DATA SUPPLIED —

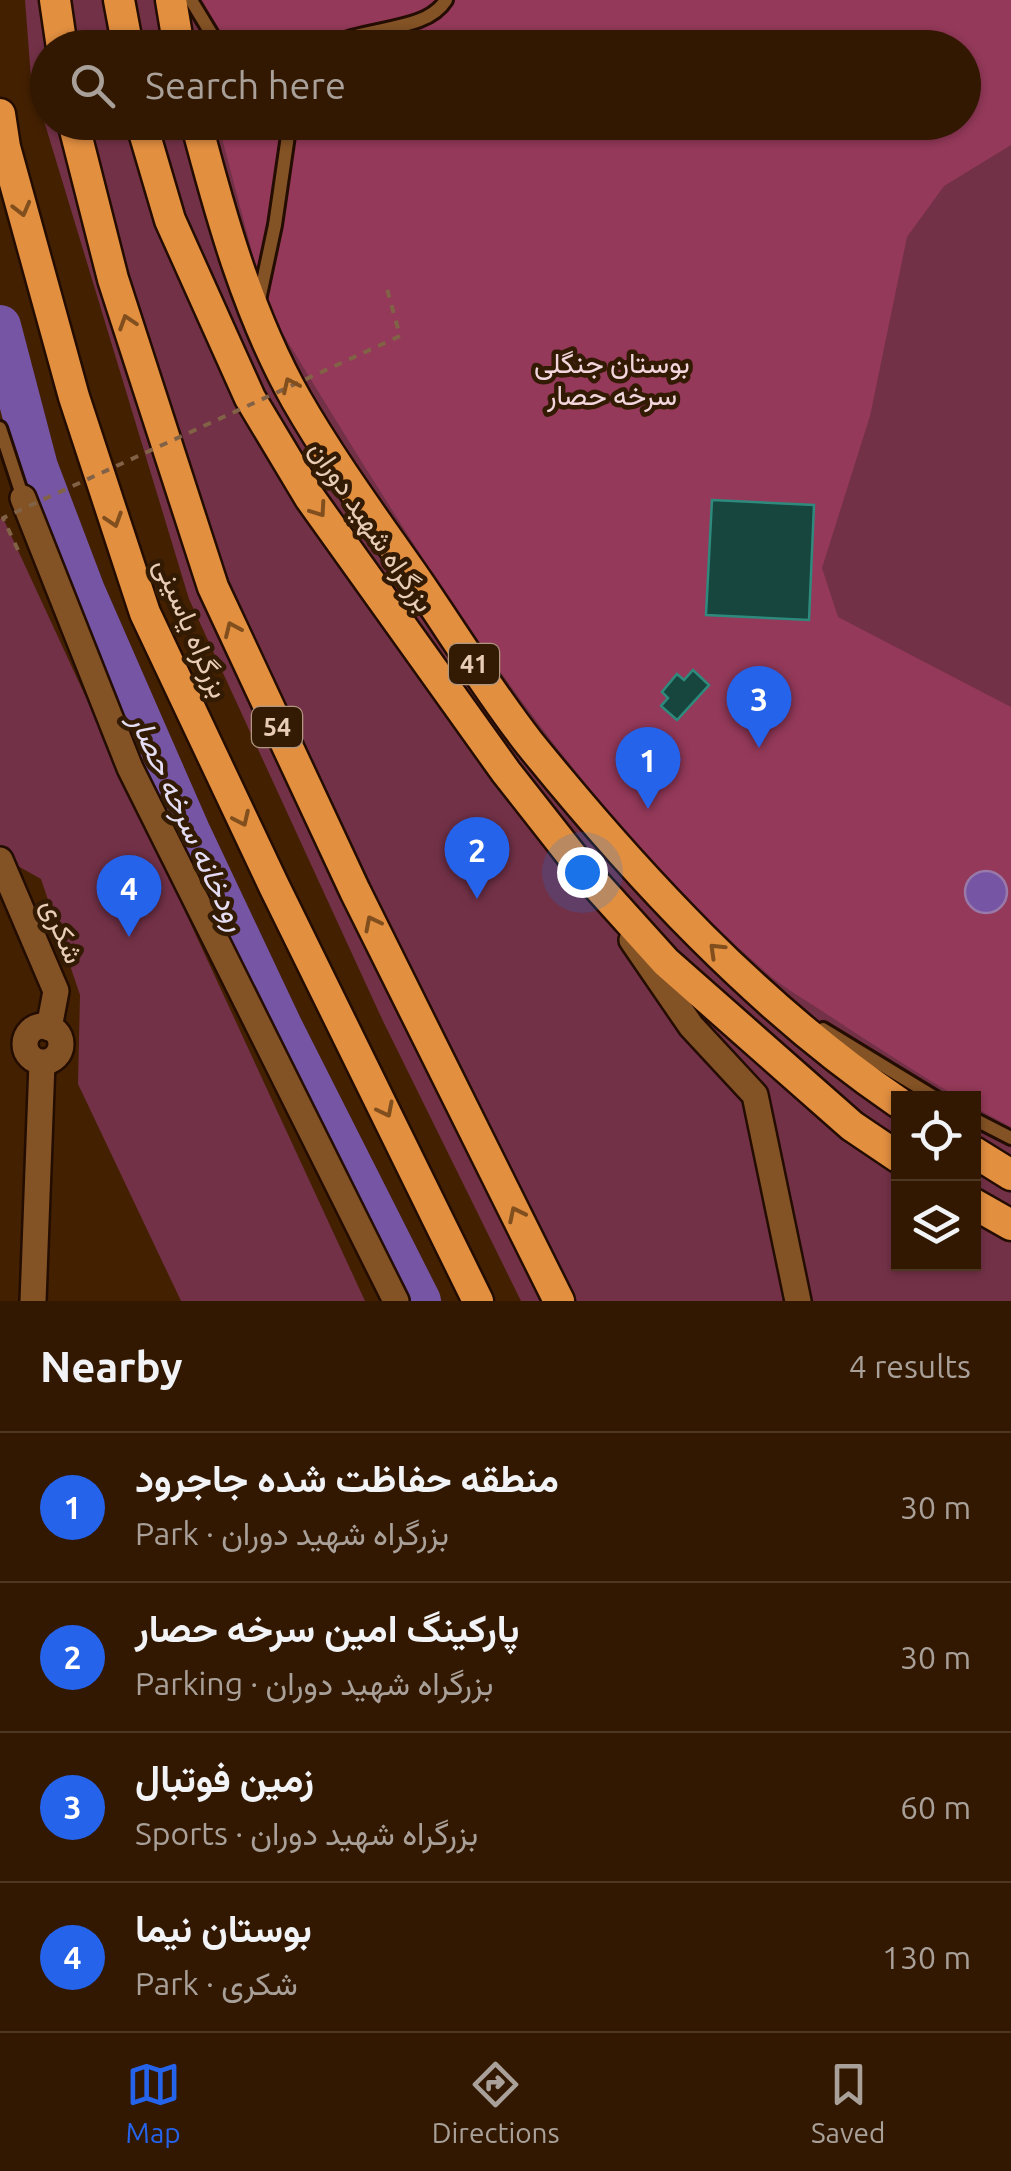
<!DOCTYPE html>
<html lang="en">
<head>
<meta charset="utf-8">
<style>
  body { margin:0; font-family:Ubuntu,Vazirmatn,sans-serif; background:#3d250f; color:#f1f3f6 }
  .controls { position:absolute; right:30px; bottom:30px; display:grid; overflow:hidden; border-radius:0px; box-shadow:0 2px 8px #0004 }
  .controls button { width:90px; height:90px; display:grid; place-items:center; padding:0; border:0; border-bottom:2px solid #4d3722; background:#321800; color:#f1f3f6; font:50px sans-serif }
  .you { position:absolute; left:582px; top:872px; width:35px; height:35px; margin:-25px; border:8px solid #fff; border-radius:50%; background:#1a73e8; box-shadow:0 0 0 15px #1a73e833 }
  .badge { display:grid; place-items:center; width:65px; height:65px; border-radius:50%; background:#2563eb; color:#fff; font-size:32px; font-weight:700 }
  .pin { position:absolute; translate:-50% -82px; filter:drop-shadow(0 2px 5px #0008) }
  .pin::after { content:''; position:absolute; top:52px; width:35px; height:30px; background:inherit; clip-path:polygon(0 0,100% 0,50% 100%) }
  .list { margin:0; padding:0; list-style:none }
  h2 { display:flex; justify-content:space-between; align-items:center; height:130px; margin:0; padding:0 40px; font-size:42px }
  h2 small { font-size:32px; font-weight:400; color:#a8a099 }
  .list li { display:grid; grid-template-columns:65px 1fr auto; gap:30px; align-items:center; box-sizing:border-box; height:150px; padding:0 40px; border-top:2px solid #4d3722 }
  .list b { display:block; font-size:38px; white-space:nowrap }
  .list p { margin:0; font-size:32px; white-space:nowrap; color:#a8a099 }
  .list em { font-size:32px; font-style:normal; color:#a8a099 }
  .icon { flex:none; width:55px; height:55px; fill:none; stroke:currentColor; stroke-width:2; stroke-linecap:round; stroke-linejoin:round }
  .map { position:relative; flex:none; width:1011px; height:1301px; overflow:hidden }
  .search { position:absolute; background:#321800; box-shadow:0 2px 8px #0004; left:30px; right:30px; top:30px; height:110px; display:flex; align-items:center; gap:25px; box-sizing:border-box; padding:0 35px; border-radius:55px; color:#a8a099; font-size:38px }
  .sheet { height:730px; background:#321800 }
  nav { display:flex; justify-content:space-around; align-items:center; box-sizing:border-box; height:140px; border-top:2px solid #4d3722; background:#321800; font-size:28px; color:#a8a099 }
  nav a { display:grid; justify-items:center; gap:5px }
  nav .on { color:#2563eb }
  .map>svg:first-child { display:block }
  .green { fill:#733147; fill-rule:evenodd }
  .forest { fill:#943959 }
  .water { fill:#7655a5; stroke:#9879aa; stroke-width:2.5 }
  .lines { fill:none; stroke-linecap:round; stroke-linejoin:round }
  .river { stroke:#7655a5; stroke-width:42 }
  .building { fill:#16463e; stroke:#2e8a7c; stroke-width:2.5 }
  .lane-casing { stroke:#230c00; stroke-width:18 }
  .street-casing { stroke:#230c00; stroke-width:30 }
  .highway-casing { stroke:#230c00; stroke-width:35 }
  .lane { stroke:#835225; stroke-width:12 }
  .street { stroke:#835225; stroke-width:25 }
  .highway { stroke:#e28f40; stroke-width:30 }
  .path-bridge { stroke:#826246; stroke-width:4; stroke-dasharray:8 8; stroke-linecap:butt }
  .oneway { stroke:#814f1e }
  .labels { text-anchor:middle; stroke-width:9; stroke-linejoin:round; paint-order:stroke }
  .shield { fill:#321a03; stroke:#b19780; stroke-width:2.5 }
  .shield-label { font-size:25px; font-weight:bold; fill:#e8ccb6 }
  .park-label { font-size:28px; fill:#f1d6dd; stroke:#321a03 }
  .street-label { font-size:28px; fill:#e8ccb6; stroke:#321a03 }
  .water-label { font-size:30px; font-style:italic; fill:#e4ddf3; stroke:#321a03 }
</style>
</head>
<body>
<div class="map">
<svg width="1011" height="1301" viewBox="0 0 1011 1301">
  <rect width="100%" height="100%" fill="#432000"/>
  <!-- green -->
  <g class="green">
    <path d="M25 0H1011V1301H521L382 1019 189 599 31 78ZM48 48H964V122H48ZM898 1098H974V1264H898Z"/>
    <path d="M3 518 365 1301H181L78 1084 80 995 41 879 0 856V519Z"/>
  </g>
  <!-- forest -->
  <path class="forest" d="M196 0H1011V145L944 186 907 237 870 416 822 568 838 617 1011 707V1127L974 1107V1098H959C914 1071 869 1042 825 1013 806 1000 785 989 768 974 560 793 418 554 275 321L265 301 218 123 964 122V48L201 47 195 17Z"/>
  <!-- water -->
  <circle class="water" cx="986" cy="892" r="21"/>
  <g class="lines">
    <!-- river -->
    <path class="river" d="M0 326 37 467 84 591 189 831 282 1028 420 1301"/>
  </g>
  <!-- building -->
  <g class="building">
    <path d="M712 500 814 505 809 620 706 615Z"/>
    <path d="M693 670 709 685 677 720 661 706 668 698 662 692 677 674 684 680Z"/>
  </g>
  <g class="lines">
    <defs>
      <g id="lane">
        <path d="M191 0 220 48"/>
        <path d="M327 48C361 25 425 34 446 0"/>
        <path d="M259 300 275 225 290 122"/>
        <path d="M0 428 23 498"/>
        <path d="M823 1029 936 1098"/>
        <path d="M974 1119 1011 1138"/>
      </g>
      <g id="street">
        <path d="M23 498 130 768 396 1301"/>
        <path d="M0 860 56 991 49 1028"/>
        <path d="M632 940 691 1026 755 1095 798 1301"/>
        <circle cx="43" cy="1044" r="18"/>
        <path d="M33 1301 42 1063"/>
      </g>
      <g id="highway">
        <path d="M55 0 62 48"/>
        <path d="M119 0 128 48"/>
        <path d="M171 0 179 48"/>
        <path d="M0 114 5 147 74 397 145 613 274 886 478 1301"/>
        <path d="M73 122 113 279 213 587 355 891 559 1301"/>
        <path d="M141 122 170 220 250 398 310 498 506 772 583 870 666 962 852 1126 898 1157"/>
        <path d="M196 122C221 217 248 314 296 399 332 462 377 523 418 582 455 636 490 693 530 744 637 876 757 1006 898 1102"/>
        <path d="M974 1152 1011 1175"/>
        <path d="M974 1204 1011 1225"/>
      </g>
    </defs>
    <!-- lane casing -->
    <use href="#lane" class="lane-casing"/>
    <!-- street casing -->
    <use href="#street" class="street-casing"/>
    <!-- highway casing -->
    <use href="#highway" class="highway-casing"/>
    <!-- lane -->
    <use href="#lane" class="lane"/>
    <!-- street -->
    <use href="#street" class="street"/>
    <!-- highway -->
    <use href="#highway" class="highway"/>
    <!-- path-bridge -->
    <path class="path-bridge" d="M18 550 3 518 400 336 386 285"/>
  </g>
  <!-- one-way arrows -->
  <defs><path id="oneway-chevron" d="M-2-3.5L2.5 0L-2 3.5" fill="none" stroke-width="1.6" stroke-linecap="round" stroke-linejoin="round" transform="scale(2.5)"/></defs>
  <g class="oneway">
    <use href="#oneway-chevron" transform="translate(22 209) rotate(75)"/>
    <use href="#oneway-chevron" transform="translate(127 322) rotate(-108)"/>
    <use href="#oneway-chevron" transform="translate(290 385) rotate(-115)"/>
    <use href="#oneway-chevron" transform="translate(319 510) rotate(55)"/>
    <use href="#oneway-chevron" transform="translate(114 520) rotate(72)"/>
    <use href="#oneway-chevron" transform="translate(232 629) rotate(-114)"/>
    <use href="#oneway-chevron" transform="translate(242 819) rotate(65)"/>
    <use href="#oneway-chevron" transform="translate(372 923) rotate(-117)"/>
    <use href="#oneway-chevron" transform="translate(716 950) rotate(-136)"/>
    <use href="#oneway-chevron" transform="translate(386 1110) rotate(63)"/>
    <use href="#oneway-chevron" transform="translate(516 1214) rotate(-116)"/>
  </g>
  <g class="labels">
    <!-- shield labels -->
    <g class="shield">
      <rect x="449" y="644" width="50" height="40" rx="8"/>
      <rect x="252" y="707" width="50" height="40" rx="8"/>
    </g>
    <g class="shield-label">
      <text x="474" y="673">41</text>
      <text x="277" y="736">54</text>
    </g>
    <!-- park labels -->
    <g class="park-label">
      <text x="612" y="373">بوستان جنگلی<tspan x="612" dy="32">سرخه حصار</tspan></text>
    </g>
    <!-- street labels -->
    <g class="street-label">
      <text transform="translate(372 526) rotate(56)" y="10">بزرگراه شهید دوران</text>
      <text transform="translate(192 628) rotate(67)" y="10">بزرگراه یاسینی</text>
      <text transform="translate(63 931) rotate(67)" y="10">شکری</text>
    </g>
    <!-- water labels -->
    <g class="water-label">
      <text transform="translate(188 822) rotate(65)" y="10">رودخانه سرخه حصار</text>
    </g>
  </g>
</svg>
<div class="controls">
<button><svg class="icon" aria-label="locate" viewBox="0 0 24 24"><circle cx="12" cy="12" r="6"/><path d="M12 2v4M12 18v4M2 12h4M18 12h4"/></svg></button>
<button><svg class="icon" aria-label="layers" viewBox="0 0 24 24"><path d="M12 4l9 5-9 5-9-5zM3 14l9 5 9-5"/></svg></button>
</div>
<div class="you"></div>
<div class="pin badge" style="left:648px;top:809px">1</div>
<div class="pin badge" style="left:477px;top:899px">2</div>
<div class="pin badge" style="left:759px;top:748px">3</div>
<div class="pin badge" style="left:129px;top:937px">4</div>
<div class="search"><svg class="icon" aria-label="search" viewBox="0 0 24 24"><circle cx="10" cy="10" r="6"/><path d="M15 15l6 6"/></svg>Search here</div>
</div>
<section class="sheet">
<h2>Nearby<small>4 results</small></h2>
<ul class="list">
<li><span class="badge">1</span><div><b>منطقه حفاظت شده جاجرود</b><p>Park · بزرگراه شهید دوران</p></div><em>30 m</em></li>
<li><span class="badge">2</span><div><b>پارکینگ امین سرخه حصار</b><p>Parking · بزرگراه شهید دوران</p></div><em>30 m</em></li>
<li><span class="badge">3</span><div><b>زمین فوتبال</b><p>Sports · بزرگراه شهید دوران</p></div><em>60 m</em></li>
<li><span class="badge">4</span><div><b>بوستان نیما</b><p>Park · شکری</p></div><em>130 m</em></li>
</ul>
</section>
<nav>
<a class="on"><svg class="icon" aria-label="map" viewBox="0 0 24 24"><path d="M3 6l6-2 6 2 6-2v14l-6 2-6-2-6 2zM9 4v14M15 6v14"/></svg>Map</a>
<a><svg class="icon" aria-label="directions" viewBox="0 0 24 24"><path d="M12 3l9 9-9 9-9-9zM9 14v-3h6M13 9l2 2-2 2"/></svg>Directions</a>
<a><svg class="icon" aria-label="saved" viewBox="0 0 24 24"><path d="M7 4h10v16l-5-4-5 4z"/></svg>Saved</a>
</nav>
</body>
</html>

WHAT NEEDS TO BE DONE — Where a line in the entries holds the word "nowrap", copy that line.

TASK SOLUTION —
  .list b { display:block; font-size:38px; white-space:nowrap }
  .list p { margin:0; font-size:32px; white-space:nowrap; color:#a8a099 }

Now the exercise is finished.